WORK TO COMPLETE » Go through the records and copy each line where the string "place" occurs.

RECORDS SUPPLIED »
== Segment start ==

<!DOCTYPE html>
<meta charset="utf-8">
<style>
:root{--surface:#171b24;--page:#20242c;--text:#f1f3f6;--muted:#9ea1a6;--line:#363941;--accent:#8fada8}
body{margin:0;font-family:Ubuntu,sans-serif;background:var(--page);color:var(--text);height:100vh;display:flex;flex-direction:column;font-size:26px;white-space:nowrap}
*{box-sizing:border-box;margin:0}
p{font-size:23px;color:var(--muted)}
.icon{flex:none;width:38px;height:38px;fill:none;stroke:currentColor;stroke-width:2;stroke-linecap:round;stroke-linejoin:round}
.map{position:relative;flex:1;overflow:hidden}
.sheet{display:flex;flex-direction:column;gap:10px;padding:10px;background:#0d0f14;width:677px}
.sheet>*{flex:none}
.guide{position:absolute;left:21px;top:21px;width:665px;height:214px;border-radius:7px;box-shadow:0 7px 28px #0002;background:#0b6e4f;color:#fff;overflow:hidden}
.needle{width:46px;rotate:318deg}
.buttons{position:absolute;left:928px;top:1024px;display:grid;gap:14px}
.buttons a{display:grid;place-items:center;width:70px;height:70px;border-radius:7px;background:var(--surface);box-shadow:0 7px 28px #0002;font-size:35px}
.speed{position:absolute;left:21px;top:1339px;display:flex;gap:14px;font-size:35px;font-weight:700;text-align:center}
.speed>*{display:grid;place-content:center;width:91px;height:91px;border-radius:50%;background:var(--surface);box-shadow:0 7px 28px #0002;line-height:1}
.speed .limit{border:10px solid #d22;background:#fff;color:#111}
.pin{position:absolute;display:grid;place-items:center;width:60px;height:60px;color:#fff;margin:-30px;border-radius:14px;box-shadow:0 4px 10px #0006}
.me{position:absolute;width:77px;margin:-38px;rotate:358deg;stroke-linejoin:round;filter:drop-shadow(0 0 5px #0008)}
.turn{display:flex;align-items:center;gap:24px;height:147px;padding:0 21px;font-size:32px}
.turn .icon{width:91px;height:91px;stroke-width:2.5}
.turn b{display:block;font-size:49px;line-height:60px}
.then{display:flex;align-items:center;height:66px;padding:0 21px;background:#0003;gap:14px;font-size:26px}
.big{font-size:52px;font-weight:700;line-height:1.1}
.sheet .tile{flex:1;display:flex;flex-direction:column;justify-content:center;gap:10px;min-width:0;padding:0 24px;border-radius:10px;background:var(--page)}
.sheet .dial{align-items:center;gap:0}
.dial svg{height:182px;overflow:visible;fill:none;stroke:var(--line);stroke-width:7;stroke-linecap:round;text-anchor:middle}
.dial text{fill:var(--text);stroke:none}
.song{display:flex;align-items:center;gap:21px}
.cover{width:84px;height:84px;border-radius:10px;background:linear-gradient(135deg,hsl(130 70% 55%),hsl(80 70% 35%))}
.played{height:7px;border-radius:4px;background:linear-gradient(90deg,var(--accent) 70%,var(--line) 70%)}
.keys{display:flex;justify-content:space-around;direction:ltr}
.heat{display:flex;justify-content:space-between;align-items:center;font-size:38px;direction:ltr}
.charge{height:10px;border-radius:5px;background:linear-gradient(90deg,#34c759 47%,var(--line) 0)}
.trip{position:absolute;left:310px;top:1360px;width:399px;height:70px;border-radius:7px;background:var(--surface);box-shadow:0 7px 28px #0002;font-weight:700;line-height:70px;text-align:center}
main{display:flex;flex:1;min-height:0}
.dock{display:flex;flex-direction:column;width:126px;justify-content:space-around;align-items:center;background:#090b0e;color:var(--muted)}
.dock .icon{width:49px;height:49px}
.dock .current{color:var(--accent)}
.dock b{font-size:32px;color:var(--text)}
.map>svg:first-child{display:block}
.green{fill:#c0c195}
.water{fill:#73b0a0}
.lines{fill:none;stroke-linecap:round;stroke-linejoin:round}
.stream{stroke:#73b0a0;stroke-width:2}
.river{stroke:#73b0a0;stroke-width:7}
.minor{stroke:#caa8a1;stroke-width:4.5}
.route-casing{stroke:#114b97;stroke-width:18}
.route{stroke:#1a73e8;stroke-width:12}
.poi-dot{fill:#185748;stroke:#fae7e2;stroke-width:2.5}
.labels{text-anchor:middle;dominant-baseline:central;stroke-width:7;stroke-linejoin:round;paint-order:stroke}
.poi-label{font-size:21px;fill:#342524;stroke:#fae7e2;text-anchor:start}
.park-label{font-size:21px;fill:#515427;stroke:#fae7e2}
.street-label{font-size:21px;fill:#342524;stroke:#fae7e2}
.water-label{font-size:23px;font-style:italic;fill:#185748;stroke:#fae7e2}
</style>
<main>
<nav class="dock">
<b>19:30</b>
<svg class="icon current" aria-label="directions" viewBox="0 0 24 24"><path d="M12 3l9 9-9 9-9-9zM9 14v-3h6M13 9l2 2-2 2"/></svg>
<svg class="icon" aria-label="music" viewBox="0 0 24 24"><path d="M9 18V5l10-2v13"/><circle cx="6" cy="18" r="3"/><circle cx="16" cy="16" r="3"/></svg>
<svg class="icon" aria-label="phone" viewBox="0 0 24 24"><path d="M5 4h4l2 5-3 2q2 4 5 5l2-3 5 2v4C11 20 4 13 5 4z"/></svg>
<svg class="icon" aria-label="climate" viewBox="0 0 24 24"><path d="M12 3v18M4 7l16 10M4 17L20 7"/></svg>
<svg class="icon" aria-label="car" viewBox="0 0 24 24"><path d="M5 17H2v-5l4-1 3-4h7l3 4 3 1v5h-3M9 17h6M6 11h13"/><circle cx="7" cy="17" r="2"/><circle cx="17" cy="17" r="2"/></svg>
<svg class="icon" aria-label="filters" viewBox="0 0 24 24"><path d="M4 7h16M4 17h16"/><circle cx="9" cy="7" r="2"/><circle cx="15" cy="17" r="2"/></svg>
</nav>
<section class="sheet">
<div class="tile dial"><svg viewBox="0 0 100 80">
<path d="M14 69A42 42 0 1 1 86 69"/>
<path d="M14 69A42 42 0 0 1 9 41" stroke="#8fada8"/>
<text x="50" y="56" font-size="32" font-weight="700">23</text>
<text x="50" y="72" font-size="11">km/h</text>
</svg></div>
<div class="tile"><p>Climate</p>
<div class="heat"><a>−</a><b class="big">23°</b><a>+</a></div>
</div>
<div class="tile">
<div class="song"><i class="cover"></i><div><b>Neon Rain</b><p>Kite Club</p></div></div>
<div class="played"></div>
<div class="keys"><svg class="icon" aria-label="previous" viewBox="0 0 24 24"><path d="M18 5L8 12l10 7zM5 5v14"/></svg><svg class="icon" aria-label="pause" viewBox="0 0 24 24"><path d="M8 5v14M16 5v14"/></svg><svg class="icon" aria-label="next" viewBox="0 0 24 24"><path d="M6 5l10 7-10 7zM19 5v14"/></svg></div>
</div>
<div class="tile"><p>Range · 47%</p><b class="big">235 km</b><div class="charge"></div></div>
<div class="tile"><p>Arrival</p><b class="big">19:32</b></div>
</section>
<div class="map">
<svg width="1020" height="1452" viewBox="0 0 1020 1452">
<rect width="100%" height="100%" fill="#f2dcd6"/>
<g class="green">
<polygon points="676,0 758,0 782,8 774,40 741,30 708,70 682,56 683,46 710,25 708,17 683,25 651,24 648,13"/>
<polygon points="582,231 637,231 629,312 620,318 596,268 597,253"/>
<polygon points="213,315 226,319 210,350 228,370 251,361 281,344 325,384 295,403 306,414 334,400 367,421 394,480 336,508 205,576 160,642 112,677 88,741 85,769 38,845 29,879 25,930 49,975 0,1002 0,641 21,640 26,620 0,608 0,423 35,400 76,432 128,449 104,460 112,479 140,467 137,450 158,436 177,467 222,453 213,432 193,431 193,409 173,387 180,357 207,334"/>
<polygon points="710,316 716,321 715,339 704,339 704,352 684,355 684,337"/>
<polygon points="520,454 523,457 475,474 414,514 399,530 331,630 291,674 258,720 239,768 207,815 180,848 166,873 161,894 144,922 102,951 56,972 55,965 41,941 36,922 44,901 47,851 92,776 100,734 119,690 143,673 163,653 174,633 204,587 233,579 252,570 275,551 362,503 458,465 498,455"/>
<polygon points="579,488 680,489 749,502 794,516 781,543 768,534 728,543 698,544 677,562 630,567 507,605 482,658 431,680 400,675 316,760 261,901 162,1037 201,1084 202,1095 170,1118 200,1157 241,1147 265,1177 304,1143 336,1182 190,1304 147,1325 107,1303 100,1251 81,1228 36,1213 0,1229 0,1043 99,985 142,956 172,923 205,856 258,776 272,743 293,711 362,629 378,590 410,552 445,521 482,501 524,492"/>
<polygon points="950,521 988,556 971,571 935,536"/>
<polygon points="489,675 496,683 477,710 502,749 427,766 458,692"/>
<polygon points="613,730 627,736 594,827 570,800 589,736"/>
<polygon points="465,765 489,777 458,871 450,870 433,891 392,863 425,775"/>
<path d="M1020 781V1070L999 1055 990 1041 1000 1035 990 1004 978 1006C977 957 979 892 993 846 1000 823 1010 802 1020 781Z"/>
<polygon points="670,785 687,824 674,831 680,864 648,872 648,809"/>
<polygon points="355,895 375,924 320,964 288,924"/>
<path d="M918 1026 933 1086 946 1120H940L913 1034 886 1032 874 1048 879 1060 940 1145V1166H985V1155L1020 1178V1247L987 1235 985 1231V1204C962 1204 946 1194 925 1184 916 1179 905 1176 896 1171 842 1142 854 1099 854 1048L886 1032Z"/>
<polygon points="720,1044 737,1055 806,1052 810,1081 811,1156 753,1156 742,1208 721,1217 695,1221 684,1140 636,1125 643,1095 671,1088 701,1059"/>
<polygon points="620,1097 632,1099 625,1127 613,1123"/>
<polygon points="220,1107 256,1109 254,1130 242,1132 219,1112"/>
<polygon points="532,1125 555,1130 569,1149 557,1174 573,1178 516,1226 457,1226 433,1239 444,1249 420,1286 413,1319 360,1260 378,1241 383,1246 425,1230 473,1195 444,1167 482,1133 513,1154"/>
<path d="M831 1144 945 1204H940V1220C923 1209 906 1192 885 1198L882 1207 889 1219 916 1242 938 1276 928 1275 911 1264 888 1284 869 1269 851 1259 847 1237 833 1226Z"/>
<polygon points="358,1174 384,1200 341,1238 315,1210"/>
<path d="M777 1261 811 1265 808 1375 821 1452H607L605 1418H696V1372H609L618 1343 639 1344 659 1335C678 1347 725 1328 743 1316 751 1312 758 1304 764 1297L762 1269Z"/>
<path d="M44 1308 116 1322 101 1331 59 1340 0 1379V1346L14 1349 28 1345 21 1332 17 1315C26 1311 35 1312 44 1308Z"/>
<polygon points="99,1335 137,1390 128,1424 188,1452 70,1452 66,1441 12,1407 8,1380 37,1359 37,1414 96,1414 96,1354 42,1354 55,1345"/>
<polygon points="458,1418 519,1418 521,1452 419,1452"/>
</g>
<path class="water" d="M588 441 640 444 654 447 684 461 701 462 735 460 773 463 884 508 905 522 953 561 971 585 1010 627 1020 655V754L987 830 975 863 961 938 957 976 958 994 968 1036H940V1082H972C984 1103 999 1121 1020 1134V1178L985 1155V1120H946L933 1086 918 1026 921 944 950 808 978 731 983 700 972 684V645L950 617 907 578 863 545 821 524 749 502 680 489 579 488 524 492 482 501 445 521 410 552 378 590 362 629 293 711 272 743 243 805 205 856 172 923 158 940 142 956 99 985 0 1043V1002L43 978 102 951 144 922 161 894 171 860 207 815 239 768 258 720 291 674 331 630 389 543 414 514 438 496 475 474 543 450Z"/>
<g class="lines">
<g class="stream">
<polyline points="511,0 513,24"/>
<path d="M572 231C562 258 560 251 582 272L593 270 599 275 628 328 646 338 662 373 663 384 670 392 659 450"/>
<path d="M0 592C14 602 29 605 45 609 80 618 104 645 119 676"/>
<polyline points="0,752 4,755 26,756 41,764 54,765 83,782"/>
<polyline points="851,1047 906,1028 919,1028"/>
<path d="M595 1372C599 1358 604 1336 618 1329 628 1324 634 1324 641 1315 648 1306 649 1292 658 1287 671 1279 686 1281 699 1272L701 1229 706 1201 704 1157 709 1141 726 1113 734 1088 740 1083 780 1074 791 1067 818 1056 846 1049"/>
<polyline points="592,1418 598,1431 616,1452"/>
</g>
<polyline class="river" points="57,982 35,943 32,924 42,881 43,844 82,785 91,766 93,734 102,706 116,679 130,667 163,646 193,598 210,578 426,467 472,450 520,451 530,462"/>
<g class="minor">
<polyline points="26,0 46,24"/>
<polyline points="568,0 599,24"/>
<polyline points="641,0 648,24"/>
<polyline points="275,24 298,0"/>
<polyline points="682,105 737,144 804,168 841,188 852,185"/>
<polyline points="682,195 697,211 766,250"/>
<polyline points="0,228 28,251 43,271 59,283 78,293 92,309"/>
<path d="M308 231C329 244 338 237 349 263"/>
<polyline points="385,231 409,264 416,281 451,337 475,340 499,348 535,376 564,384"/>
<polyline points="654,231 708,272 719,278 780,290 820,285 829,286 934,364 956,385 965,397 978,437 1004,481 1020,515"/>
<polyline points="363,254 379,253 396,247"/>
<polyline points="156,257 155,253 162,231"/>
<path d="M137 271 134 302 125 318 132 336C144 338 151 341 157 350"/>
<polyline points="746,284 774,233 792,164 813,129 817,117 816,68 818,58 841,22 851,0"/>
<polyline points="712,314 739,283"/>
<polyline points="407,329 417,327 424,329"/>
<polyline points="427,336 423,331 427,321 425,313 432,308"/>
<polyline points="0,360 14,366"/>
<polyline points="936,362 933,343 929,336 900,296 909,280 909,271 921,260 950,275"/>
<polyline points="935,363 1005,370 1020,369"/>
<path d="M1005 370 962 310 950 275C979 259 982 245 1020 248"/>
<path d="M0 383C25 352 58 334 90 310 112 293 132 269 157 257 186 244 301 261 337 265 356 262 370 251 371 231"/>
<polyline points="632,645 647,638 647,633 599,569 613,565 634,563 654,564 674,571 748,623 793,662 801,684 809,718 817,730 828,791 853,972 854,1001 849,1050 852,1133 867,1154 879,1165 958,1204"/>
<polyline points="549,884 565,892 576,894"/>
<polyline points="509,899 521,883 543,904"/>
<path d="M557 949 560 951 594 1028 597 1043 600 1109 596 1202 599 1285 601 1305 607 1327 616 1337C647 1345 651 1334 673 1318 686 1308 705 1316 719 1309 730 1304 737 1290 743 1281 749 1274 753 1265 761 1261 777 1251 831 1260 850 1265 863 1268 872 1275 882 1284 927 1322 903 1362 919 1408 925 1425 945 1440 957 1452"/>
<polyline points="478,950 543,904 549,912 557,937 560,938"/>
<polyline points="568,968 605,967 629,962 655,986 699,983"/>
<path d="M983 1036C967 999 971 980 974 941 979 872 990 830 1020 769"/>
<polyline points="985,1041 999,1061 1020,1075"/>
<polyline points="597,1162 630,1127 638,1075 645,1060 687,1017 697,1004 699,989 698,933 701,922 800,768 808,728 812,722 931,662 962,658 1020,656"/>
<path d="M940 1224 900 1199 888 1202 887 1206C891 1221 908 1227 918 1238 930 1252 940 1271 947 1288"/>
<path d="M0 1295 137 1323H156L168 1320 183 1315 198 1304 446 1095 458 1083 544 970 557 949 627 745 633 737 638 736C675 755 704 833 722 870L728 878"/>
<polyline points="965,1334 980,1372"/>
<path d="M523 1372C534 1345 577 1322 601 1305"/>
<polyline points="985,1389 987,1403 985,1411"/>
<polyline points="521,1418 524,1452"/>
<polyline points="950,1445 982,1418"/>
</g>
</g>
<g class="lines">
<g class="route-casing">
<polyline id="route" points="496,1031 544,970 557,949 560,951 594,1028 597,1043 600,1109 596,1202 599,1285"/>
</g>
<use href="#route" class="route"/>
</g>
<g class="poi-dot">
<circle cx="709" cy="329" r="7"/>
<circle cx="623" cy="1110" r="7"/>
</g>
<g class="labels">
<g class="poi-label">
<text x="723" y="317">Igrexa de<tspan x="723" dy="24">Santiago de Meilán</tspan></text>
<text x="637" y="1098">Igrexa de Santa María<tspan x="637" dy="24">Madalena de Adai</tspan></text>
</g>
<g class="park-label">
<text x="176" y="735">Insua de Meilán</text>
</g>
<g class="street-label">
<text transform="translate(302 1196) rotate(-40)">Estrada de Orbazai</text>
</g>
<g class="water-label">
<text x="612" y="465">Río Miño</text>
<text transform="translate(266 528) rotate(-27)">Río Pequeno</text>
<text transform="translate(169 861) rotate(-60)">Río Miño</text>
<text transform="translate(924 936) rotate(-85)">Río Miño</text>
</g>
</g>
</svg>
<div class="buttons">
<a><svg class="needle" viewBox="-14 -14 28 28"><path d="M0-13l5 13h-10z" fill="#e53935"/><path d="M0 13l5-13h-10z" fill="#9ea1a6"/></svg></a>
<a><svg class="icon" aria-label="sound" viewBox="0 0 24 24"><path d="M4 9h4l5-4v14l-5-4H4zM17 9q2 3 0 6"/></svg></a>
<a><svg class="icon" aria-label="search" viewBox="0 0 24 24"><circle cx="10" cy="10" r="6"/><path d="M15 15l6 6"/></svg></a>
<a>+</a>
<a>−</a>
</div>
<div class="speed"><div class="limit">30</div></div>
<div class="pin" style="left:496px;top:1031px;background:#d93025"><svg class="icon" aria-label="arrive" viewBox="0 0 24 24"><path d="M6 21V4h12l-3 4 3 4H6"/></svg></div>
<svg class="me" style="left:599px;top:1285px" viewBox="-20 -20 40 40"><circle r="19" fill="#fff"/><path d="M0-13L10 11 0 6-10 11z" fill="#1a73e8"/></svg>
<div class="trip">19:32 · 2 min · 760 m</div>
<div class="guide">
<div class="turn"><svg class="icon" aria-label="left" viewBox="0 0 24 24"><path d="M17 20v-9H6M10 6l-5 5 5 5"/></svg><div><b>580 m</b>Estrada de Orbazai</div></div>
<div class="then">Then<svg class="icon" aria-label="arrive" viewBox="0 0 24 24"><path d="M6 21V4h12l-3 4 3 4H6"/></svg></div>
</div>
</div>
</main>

== Segment end ==

RESPONSE BOX »
.buttons a{display:grid;place-items:center;width:70px;height:70px;border-radius:7px;background:var(--surface);box-shadow:0 7px 28px #0002;font-size:35px}
.speed>*{display:grid;place-content:center;width:91px;height:91px;border-radius:50%;background:var(--surface);box-shadow:0 7px 28px #0002;line-height:1}
.pin{position:absolute;display:grid;place-items:center;width:60px;height:60px;color:#fff;margin:-30px;border-radius:14px;box-shadow:0 4px 10px #0006}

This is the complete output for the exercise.